Bitcoin‘s BTC/USD price took a tumble on Tuesday, raising questions about the cause of the sudden drop and its future trajectory.
What Happened: While some analysts are calling it a “scam dump,” others see it as a potential buying opportunity ahead of a key week for the markets.
Data from TradingView recorded a 4% drop, with Bitcoin hitting lows of $66,732 on Bitstamp.

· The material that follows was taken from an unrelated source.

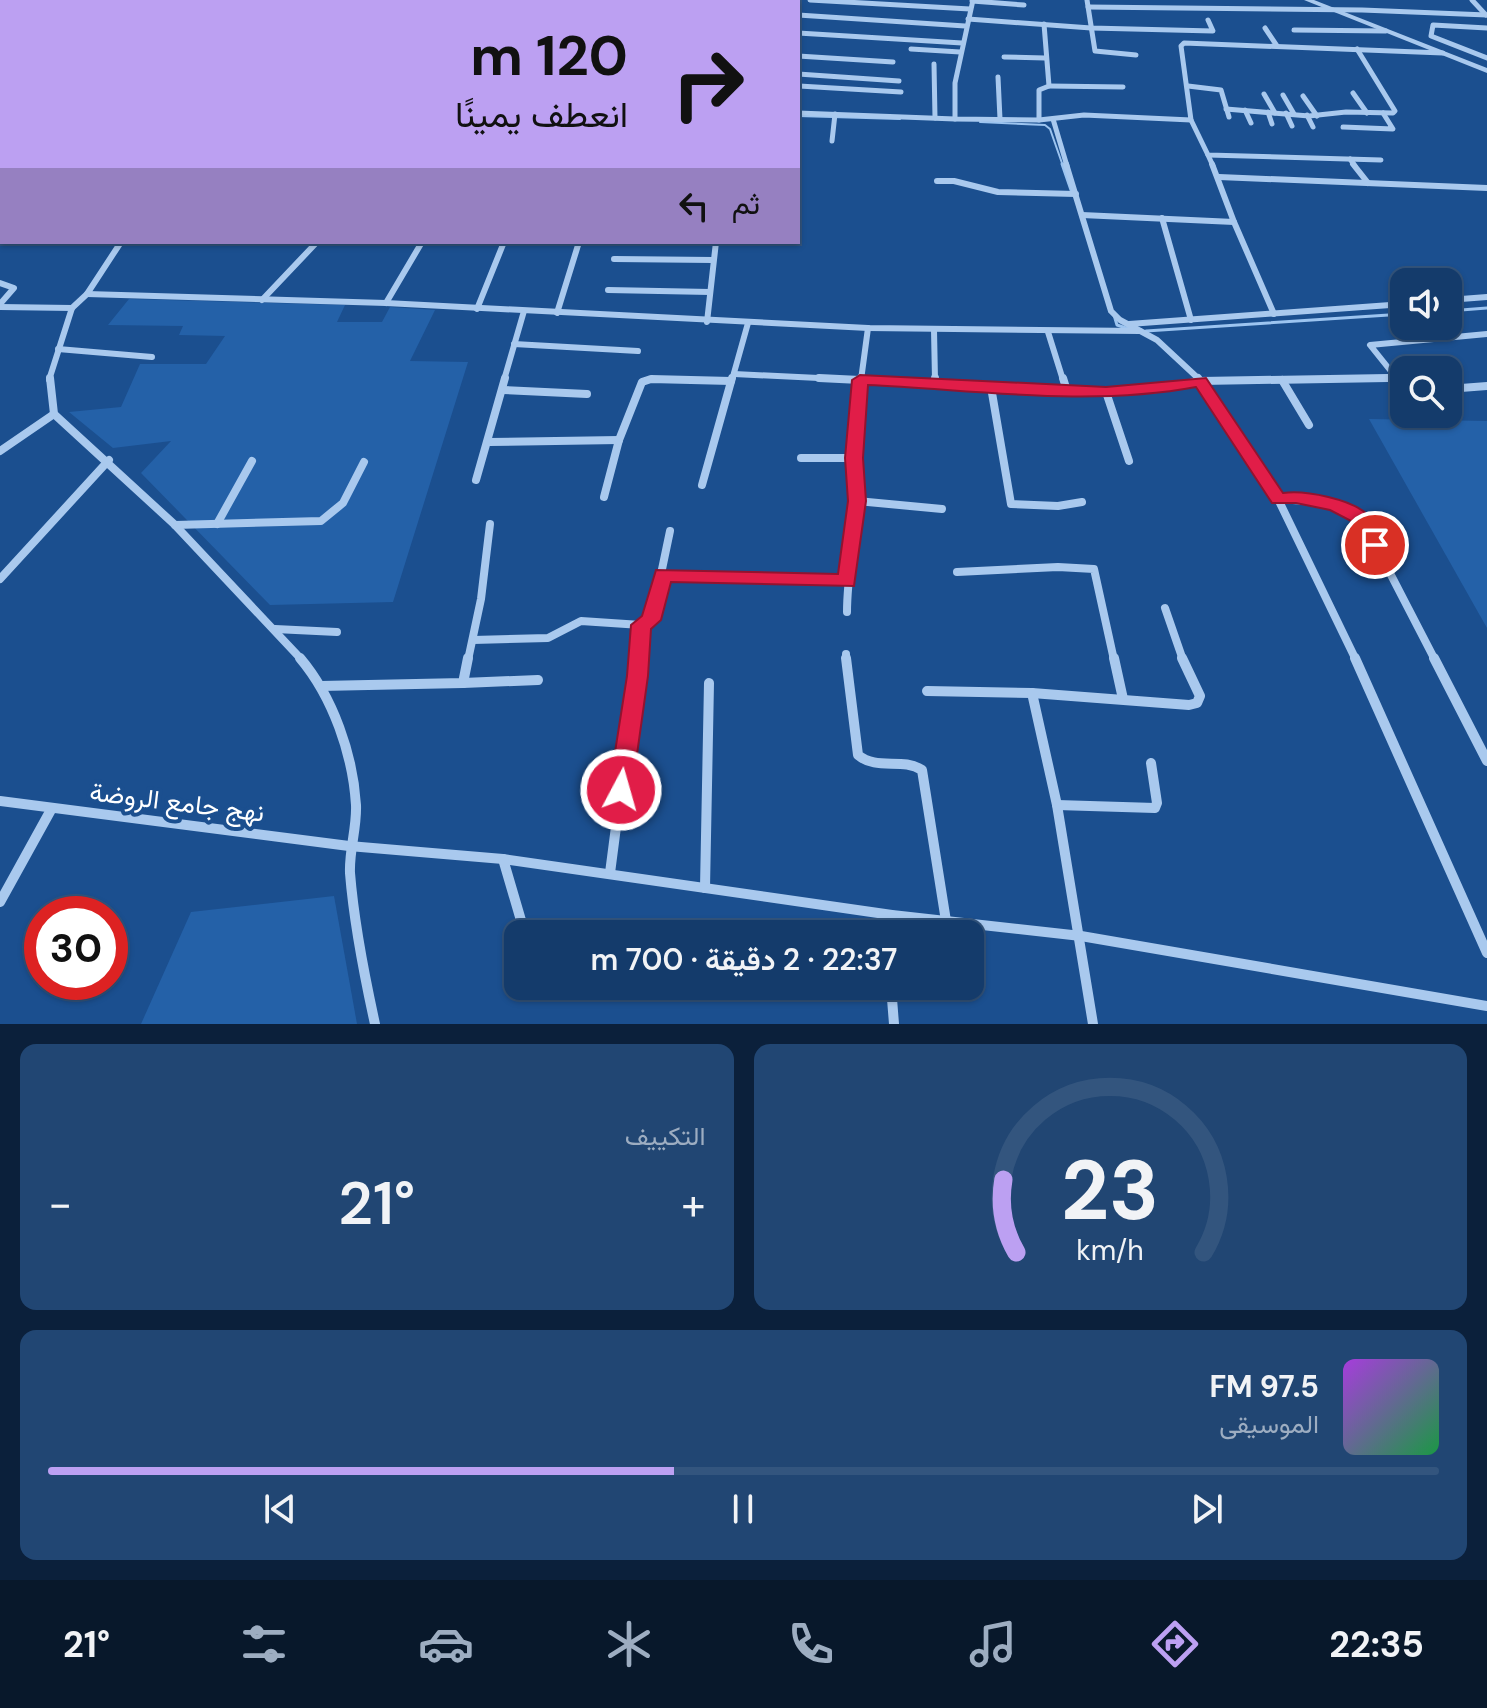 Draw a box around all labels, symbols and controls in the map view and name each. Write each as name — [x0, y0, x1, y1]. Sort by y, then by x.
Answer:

This decline comes as no surprise to some market watchers who see a familiar pattern.
Crypto analyst Gumshoe noted, “This is a scam dump. There have been 4 FOMC’s in 2024, and every single one of them had the same scam dump. BTC dumped 10% in the 48 hours before all of them. On FOMC day, it recovered the entire move.”
Supporting this observation, Jelle, another prominent crypto analyst, highlighted the positive aftermath of Federal Reserve meetings.
“Powell’s press conferences have been good for the market recently. In fact, the past 4 FOMC events have all coincided with local bottoms and >20% rallies for Bitcoin. With the next presser taking place on Thursday, a bounce could be closer than most people think,” he tweeted.
Also Read: Bitcoin Peak of $120,000 By Late 2024, Major Alt Season To Follow: Bitfinex
Why It Matters: The market sentiment is further compounded by the upcoming release of crucial U.S. economic data, including the Consumer Price Index (CPI) and Producer Price Index (PPI), along with the Federal Reserve's latest interest rate decision.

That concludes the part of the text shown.